### [INPUT DATA]

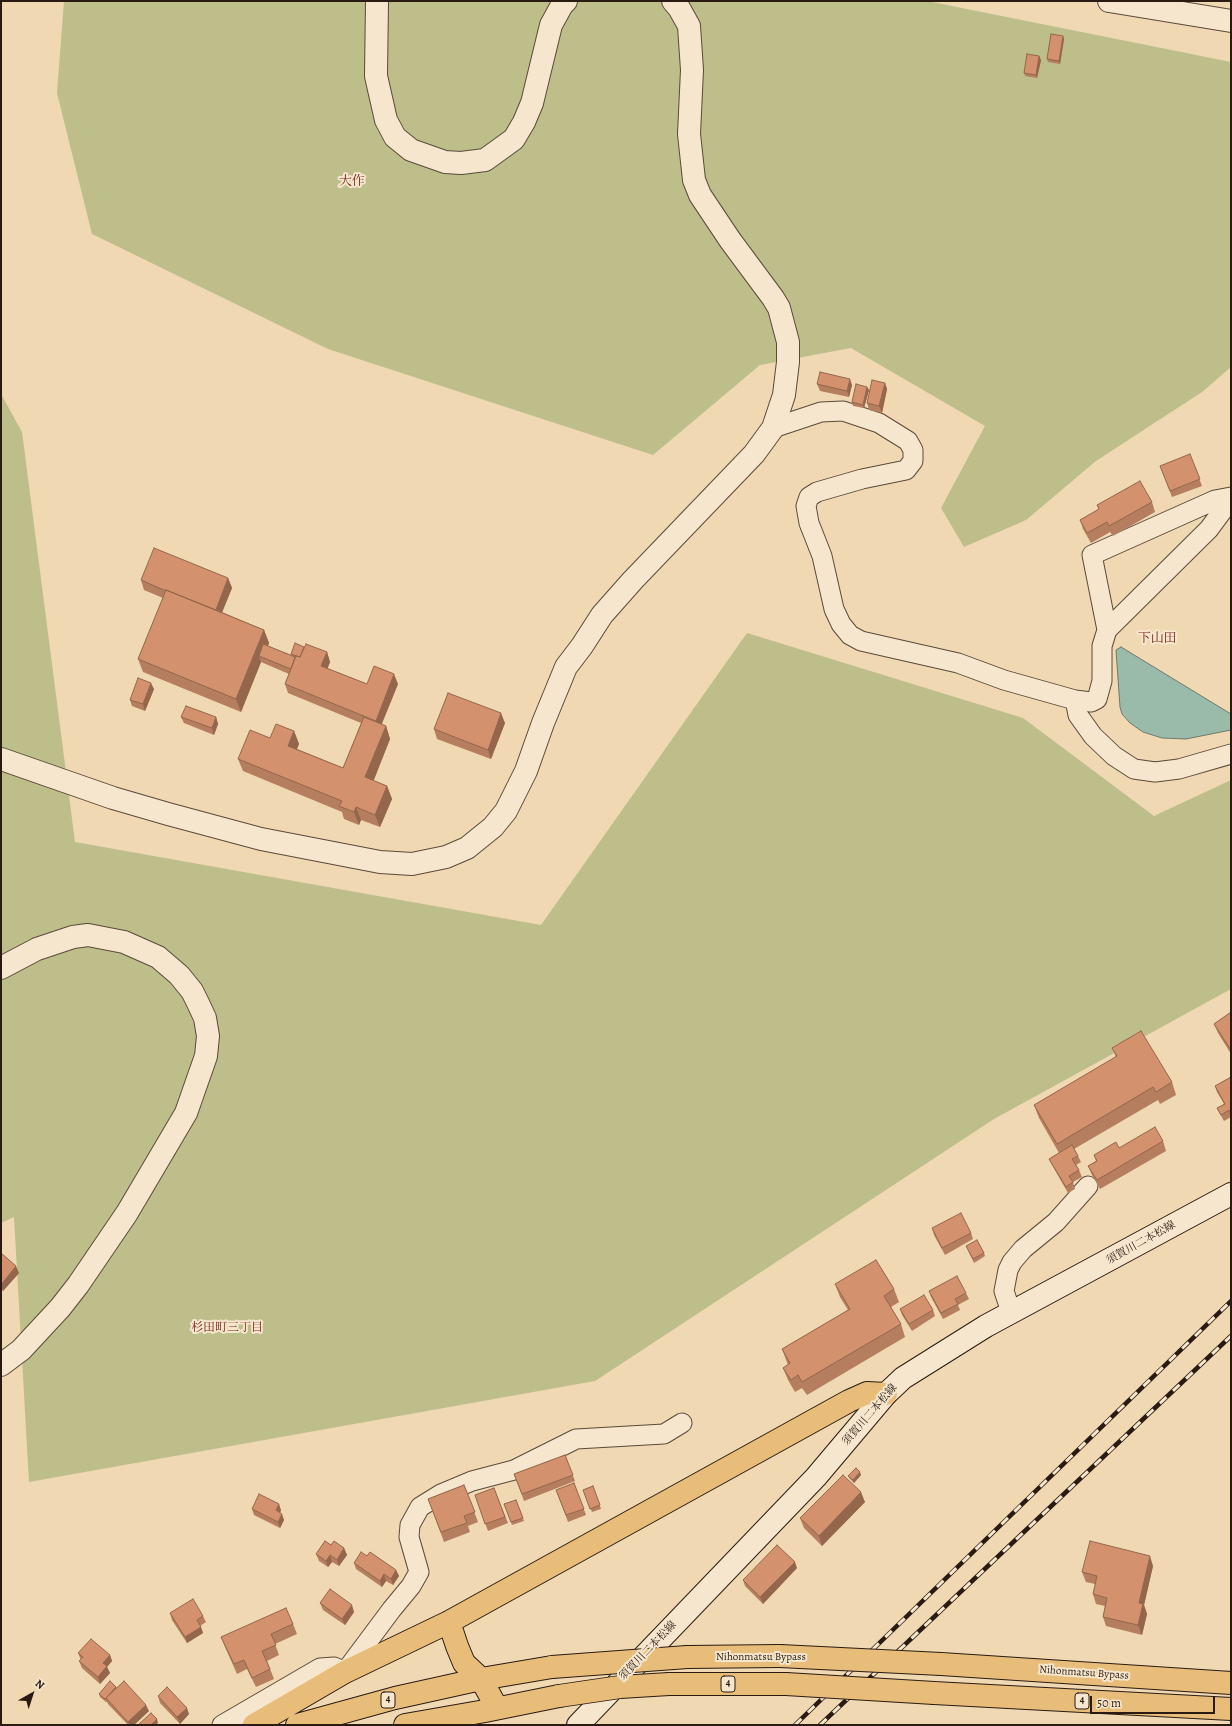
<!DOCTYPE html>
<meta charset="utf-8">
<style>
body{margin:0}
#map{position:relative;width:1232px;height:1726px;overflow:hidden;background:#efd8b2;font-family:Alegreya,serif}
canvas{display:block}
.frame{position:absolute;inset:0;border:2px solid #2a1b12;pointer-events:none}
.north{position:absolute;left:12px;top:1674px;width:40px;height:40px;-webkit-text-stroke:3px #f5e6cd;paint-order:stroke;rotate:39deg;font-size:11px;font-weight:700;line-height:16px;text-align:center;color:#2a1b12}
.north::after{content:'';display:block;margin:auto;width:14px;height:18px;background:#2a1b12;clip-path:polygon(50% 0,100% 100%,50% 72%,0 100%)}
.scale{position:absolute;left:1090px;top:1696px;width:125px;height:18px;box-sizing:border-box;border:2px solid #2a1b12;border-top:0;padding-left:5px;font-size:12px;line-height:14px;white-space:nowrap;color:#2a1b12;-webkit-text-stroke:3px #f5e6cd;paint-order:stroke}
</style>
<div id="map">
<canvas width="1232" height="1726"></canvas>
<div class="frame"></div>
<div class="north">N</div>
<div class="scale">50 m</div>
</div>
<script>
const context = document.querySelector('canvas').getContext('2d');
context.lineJoin = 'round';
function fillPath(path, color) { context.fillStyle = color; context.fill(path, 'evenodd'); }
const shape = rows => new Path2D(rows.map(r => 'M' + r).join(''));
function stroke(path, color, width, dash) { context.strokeStyle = color; context.lineWidth = width; context.lineCap = dash ? 'butt' : 'round'; context.setLineDash(dash || []); context.stroke(path); }
function drawText(font, color, halo, rows, align = 'center') {
  context.font = font + ' Alegreya,"Noto Serif JP",serif'; context.lineWidth = 4; context.setLineDash([]); context.textBaseline = 'middle'; context.strokeStyle = halo; context.fillStyle = color; for (const [text, x, y, turn = 0] of rows) {
    context.save(); context.translate(x, y); context.rotate((+turn || 0) * Math.PI / 180); context.textAlign = isNaN(turn) ? turn : align; if (halo) context.strokeText(text, 0, 0); context.fillText(text, 0, 0); context.restore();
  }
}
fillPath(shape([
 [64,1,927,1,1231,62,1231,367,1202,392,1096,461,1026,520,964,547,941,508,985,426,851,348,760,365,653,455,328,349,92,234,57,93],
 [1,394,22,432,75,842,541,925,747,633,1023,718,1154,816,1231,780,1231,989,994,1119,595,1381,29,1482,14,1217,1,1223]
]), '#bdbe89');
const water = shape([
 [1121,647,1231,714,1231,730,1186,739,1162,738,1143,732,1130,723,1122,714,1120,707,1116,650,1121,647]
]);
fillPath(water, '#9abaaa');
stroke(water, '#6d7a6d', 1);
const minor = shape([
 [773,428,821,412,843,411,879,423,908,441,913,450,913,461,906,470,862,479,817,492,809,497,806,506,809,523,822,556,834,609,841,624,850,635,861,641,958,663,1004,680,1075,700,1091,702,1097,699,1102,681,1102,646,1107,630,1209,529,1231,499],
 [1107,630,1092,555,1215,500,1231,497],
 [1075,700,1078,715,1093,736,1114,756,1134,769,1155,772,1179,769,1231,754],
 [1011,1312,1004,1291,1008,1270,1012,1262,1023,1249,1056,1222,1088,1186],
 [222,1725,320,1668,334,1667,345,1672,392,1609,411,1586,419,1572,409,1537,410,1525,420,1507,441,1494,472,1481,514,1470,576,1439,664,1434,682,1423]
]);
const tertiary = shape([
 [377,1,376,76,386,120,395,137,411,150,445,162,461,163,485,160,514,139,524,122,532,103,551,25,562,5,566,1],
 [1109,1,1231,21],
 [1,759,113,798,168,814,261,839,380,862,412,864,446,857,467,848,493,827,506,811,526,771,543,723,566,667,582,646,602,615,633,580,754,454,773,428,784,395,788,362,788,342,779,308,773,298,730,240,700,195,694,180,689,134,692,70,689,26,679,8,673,1],
 [1,968,37,949,73,937,88,935,124,942,158,957,179,975,192,991,198,1003,205,1018,208,1036,206,1056,186,1113,127,1213,78,1285,60,1308,21,1350,1,1365]
]);
const secondary = shape([
 [578,1725,816,1477,886,1394,903,1378,986,1326,1231,1194]
]);
const trunk = shape([
 [449,1622,457,1646,464,1663,481,1679,497,1708],
 [687,1657,780,1656],
 [941,1664,1231,1683],
 [669,1684,786,1684],
 [934,1693,1231,1709],
 [254,1725,345,1672,449,1622,849,1401,867,1393,886,1394],
 [297,1725,395,1698,481,1679,552,1667],
 [405,1725,485,1711,559,1696]
]);
stroke(minor, '#5b4a3a', 21);
stroke(tertiary, '#5b4a3a', 24);
stroke(secondary, '#2a1b12', 24);
stroke(trunk, '#2a1b12', 24);
stroke(minor, '#f5e6cd', 19);
stroke(tertiary, '#f5e6cd', 22);
stroke(secondary, '#f5e6cd', 22);
stroke(trunk, '#e8bc79', 22);
const rail = shape([
 [795,1725,1231,1301],
 [820,1725,1231,1336]
]);
stroke(rail, '#2a1b12', 4.5);
stroke(rail, '#f5e6cd', 3, [9]);
const trunkBridge = shape([
 [780,1656,941,1664],
 [552,1667,687,1657],
 [786,1684,934,1693],
 [559,1696,620,1687,669,1684]
]);
stroke(trunkBridge, '#2a1b12', 24, []);
stroke(trunkBridge, '#e8bc79', 22);
fillPath(shape([
 [1063,36,1064,39,1060,64,1048,62,1047,59],
 [1039,56,1041,60,1037,78,1025,76,1024,73],
 [885,383,887,389,882,413,869,410,867,403],
 [817,384,852,385,849,397,820,391],
 [867,387,869,390,864,408,853,406,852,402],
 [1190,454,1202,486,1172,497,1160,466],
 [1152,502,1155,512,1113,536,1110,532,1091,543,1083,529,1080,520,1099,509,1097,505],
 [228,578,232,588,222,612,264,630,269,643,268,646,291,655,291,654,304,647,327,652,330,662,327,668,367,684,398,684,381,725,386,726,390,739,373,781,387,786,392,799,380,827,361,820,359,825,344,819,342,812,243,771,238,759,270,738,294,731,299,744,297,749,343,768,361,723,288,693,285,684,289,674,261,662,241,712,143,672,138,659,163,598,144,590,141,580],
 [154,689,145,711,132,706,130,700],
 [181,717,216,717,218,724,214,735,184,723],
 [505,723,491,759,437,739,434,729],
 [1231,1012,1231,1054,1218,1033,1214,1024],
 [1112,1048,1172,1082,1176,1095,1160,1104,1158,1100,1074,1149,1078,1156,1081,1162,1076,1165,1079,1170,1082,1177,1073,1182,1075,1189,1068,1193,1052,1165,1049,1159,1059,1153,1039,1118,1034,1105,1116,1057],
 [1231,1077,1231,1117,1224,1121,1220,1114,1217,1108,1224,1104,1217,1092,1215,1086],
 [1163,1141,1166,1151,1100,1189,1092,1175,1088,1166,1096,1161,1094,1155,1119,1148],
 [932,1228,971,1233,973,1239,945,1255,934,1235],
 [966,1246,984,1253,985,1256,974,1263],
 [1,1253,19,1273,3,1291,1,1289],
 [835,1284,894,1289,899,1302,891,1307,901,1324,905,1337,807,1395,802,1388,795,1392,788,1380,783,1368,788,1365,782,1349,848,1310,840,1297],
 [929,1291,966,1293,969,1299,958,1305,960,1310,943,1319,931,1297],
 [900,1309,933,1310,935,1316,912,1331,902,1315],
 [565,1455,575,1481,524,1501,514,1474],
 [861,1475,854,1483,850,1479,848,1476],
 [574,1483,586,1515,568,1522,556,1490],
 [464,1485,478,1522,468,1526,470,1532,444,1542,428,1499],
 [593,1486,601,1509,592,1512,583,1490],
 [494,1488,508,1523,488,1531,475,1495],
 [516,1500,524,1521,512,1525,504,1504],
 [865,1502,822,1546,804,1528,800,1518],
 [252,1509,281,1510,280,1513,284,1520,280,1528,254,1515],
 [331,1545,344,1548,347,1555,339,1566,332,1562,328,1567,319,1561,316,1554],
 [367,1556,396,1570,399,1576,393,1585,386,1581,382,1587,356,1569,354,1563],
 [1153,1566,1144,1605,1147,1614,1142,1635,1106,1626,1103,1617,1105,1606,1096,1604,1093,1594,1095,1584,1086,1582,1082,1572],
 [797,1568,763,1604,745,1586,743,1580],
 [320,1603,354,1612,345,1625,323,1610],
 [170,1613,203,1616,206,1622,200,1626,203,1633,187,1643,172,1620],
 [293,1624,297,1634,275,1644,279,1655,267,1661,274,1679,256,1687,247,1669,237,1674,225,1647,221,1637],
 [78,1653,110,1655,112,1661,107,1667,110,1673,100,1684,82,1668,79,1661,81,1660],
 [117,1687,149,1711,134,1725,128,1725,108,1704,107,1702,106,1702,100,1697,99,1694],
 [158,1696,189,1714,180,1724,160,1703]
]), '#b57e5e');
fillPath(shape([
 [1063,36,1064,39,1060,64,1059,61],
 [1039,56,1041,60,1037,78,1036,75],
 [850,379,852,385,849,397,847,391],
 [885,383,887,389,882,413,879,406],
 [867,387,869,390,864,408,863,405],
 [228,578,232,588,219,620,215,611],
 [264,630,269,643,263,658,259,656,261,662,241,712,236,699],
 [327,652,330,662,325,675,321,666],
 [394,674,398,684,379,731,376,721],
 [151,683,154,689,145,711,143,704],
 [501,713,505,723,491,759,488,750],
 [216,717,218,724,214,735,212,728],
 [386,726,390,739,370,790,365,777],
 [294,731,299,744,293,758,288,746],
 [387,786,392,799,380,827,375,815],
 [356,807,361,820,359,825,354,812],
 [16,1266,19,1273,3,1291,1,1285],
 [860,1472,861,1475,854,1483,853,1480],
 [861,1492,865,1502,822,1546,819,1536],
 [279,1504,281,1510,278,1517,276,1510],
 [282,1514,284,1520,280,1528,278,1522],
 [344,1548,347,1555,339,1566,337,1560],
 [330,1555,332,1562,328,1567,326,1561],
 [1150,1556,1153,1566,1144,1605,1147,1614,1142,1635,1138,1625,1139,1603],
 [795,1562,797,1568,763,1604,760,1597],
 [396,1570,399,1576,393,1585,391,1579],
 [384,1574,386,1581,382,1587,380,1581],
 [352,1605,354,1612,345,1625,342,1619],
 [201,1627,203,1633,187,1643,185,1637],
 [110,1655,112,1661,107,1667,110,1673,100,1684,98,1677,103,1663],
 [146,1705,149,1711,134,1725,130,1725,128,1722],
 [187,1708,189,1714,180,1724,177,1717],
 [157,1719,158,1723,155,1725,151,1725]
]), '#94664c');
const building = shape([
 [1051,34,1063,36,1059,61,1047,59,1051,34],
 [1027,54,1039,56,1036,75,1024,73,1027,54],
 [820,372,850,379,847,391,817,384,820,372],
 [872,380,885,383,879,406,867,403,872,380],
 [856,384,867,387,863,405,852,402,856,384],
 [1190,454,1200,479,1170,491,1160,466,1190,454],
 [1140,481,1152,502,1109,526,1107,522,1087,533,1080,520,1099,509,1097,505,1140,481],
 [154,548,228,578,216,610,166,590,166,591,141,580,154,548],
 [166,590,264,630,236,699,138,659,166,590],
 [295,643,304,647,300,657,291,654,295,643],
 [263,644,295,657,291,669,259,656,263,644],
 [306,644,327,652,321,666,367,684,374,666,394,674,376,721,285,684,296,656,300,657,306,644],
 [138,678,151,683,143,704,130,700,138,678],
 [448,693,501,713,488,750,434,729,448,693],
 [186,706,216,717,212,728,181,717,186,706],
 [364,717,386,726,365,777,387,786,375,815,356,807,354,812,339,806,342,801,238,759,250,730,270,738,276,724,294,731,288,746,343,768,364,717],
 [1231,1012,1231,1050,1214,1024,1231,1012],
 [1141,1031,1172,1082,1156,1092,1153,1087,1057,1144,1034,1105,1117,1056,1112,1048,1141,1031],
 [1231,1077,1231,1114,1229,1110,1221,1115,1217,1108,1225,1104,1215,1086,1231,1077],
 [1155,1127,1163,1141,1097,1180,1088,1166,1097,1161,1094,1155,1116,1142,1119,1148,1155,1127],
 [1072,1145,1078,1156,1072,1159,1079,1170,1069,1176,1073,1182,1066,1187,1049,1159,1072,1145],
 [961,1213,971,1233,942,1248,932,1228,961,1213],
 [977,1240,984,1253,973,1259,966,1246,977,1240],
 [1,1253,16,1266,1,1285,1,1253],
 [876,1260,894,1289,884,1296,901,1324,802,1382,798,1375,791,1380,783,1368,790,1363,782,1349,850,1309,835,1284,876,1260],
 [957,1276,966,1293,955,1299,958,1304,941,1313,929,1291,957,1276],
 [924,1295,933,1310,909,1324,900,1309,924,1295],
 [565,1455,573,1475,522,1494,514,1474,565,1455],
 [856,1468,860,1472,853,1480,848,1476,856,1468],
 [843,1475,861,1492,819,1536,800,1518,843,1475],
 [574,1483,584,1509,566,1515,556,1490,574,1483],
 [464,1485,475,1512,464,1516,467,1523,441,1532,428,1499,464,1485],
 [593,1486,600,1505,590,1509,583,1490,593,1486],
 [494,1488,505,1517,485,1524,475,1495,494,1488],
 [259,1494,279,1504,276,1510,282,1514,278,1522,252,1509,259,1494],
 [516,1500,523,1518,511,1522,504,1504,516,1500],
 [325,1541,331,1545,334,1541,344,1548,337,1560,330,1555,326,1561,316,1554,325,1541],
 [1090,1541,1150,1556,1139,1603,1143,1604,1138,1625,1103,1617,1107,1598,1093,1594,1097,1576,1082,1572,1090,1541],
 [777,1545,795,1562,760,1597,743,1580,777,1545],
 [361,1552,367,1556,370,1552,396,1570,391,1579,384,1574,380,1581,354,1563,361,1552],
 [330,1589,352,1605,342,1619,320,1603,330,1589],
 [193,1599,203,1616,197,1620,201,1627,185,1637,170,1613,193,1599],
 [286,1608,293,1624,271,1634,276,1645,262,1651,270,1669,252,1678,244,1660,234,1664,221,1637,286,1608],
 [91,1639,110,1655,103,1663,107,1666,98,1677,79,1661,83,1657,78,1653,91,1639],
 [110,1681,116,1687,106,1698,105,1699,99,1694,110,1681],
 [124,1681,146,1705,128,1722,106,1698,124,1681],
 [167,1687,187,1708,177,1717,158,1696,167,1687],
 [151,1713,157,1719,151,1725,138,1725,151,1713]
]);
fillPath(building, '#d3926d');
stroke(building, '#94664c', 1);
for (const [x, y, w] of [
 [728,1684,14],
 [388,1700,14],
 [1082,1701,14]
]) { const box = new Path2D(); box.roundRect(x - w / 2, y - 8, w, 16, 3); context.fillStyle = '#f5e6cd'; context.fill(box); stroke(box, '#2a1b12', 1); }
drawText('bold 10px', '#2a1b12', null, [
 ["4",728,1684],
 ["4",388,1700],
 ["4",1082,1701]
]);
drawText('11px', '#2a1b12', '#f5e6cd', [
 ["須賀川二本松線",1141,1243,-29],
 ["須賀川二本松線",870,1415,-49],
 ["須賀川二本松線",648,1651,-46],
 ["Nihonmatsu Bypass",761,1657],
 ["Nihonmatsu Bypass",1084,1673,4]
]);
drawText('12px', '#7a1f14', '#f5e6cd', [
 ["杉田町三丁目",227,1328]
]);
drawText('13px', '#7a1f14', '#f5e6cd', [
 ["大作",352,182],
 ["下山田",1157,639]
]);
</script>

### [PROBLEM DETAILS]
How many lines in the records above contain the word "font"? State that number and nothing more.

### [RESULT OF THE EXERCISE]
5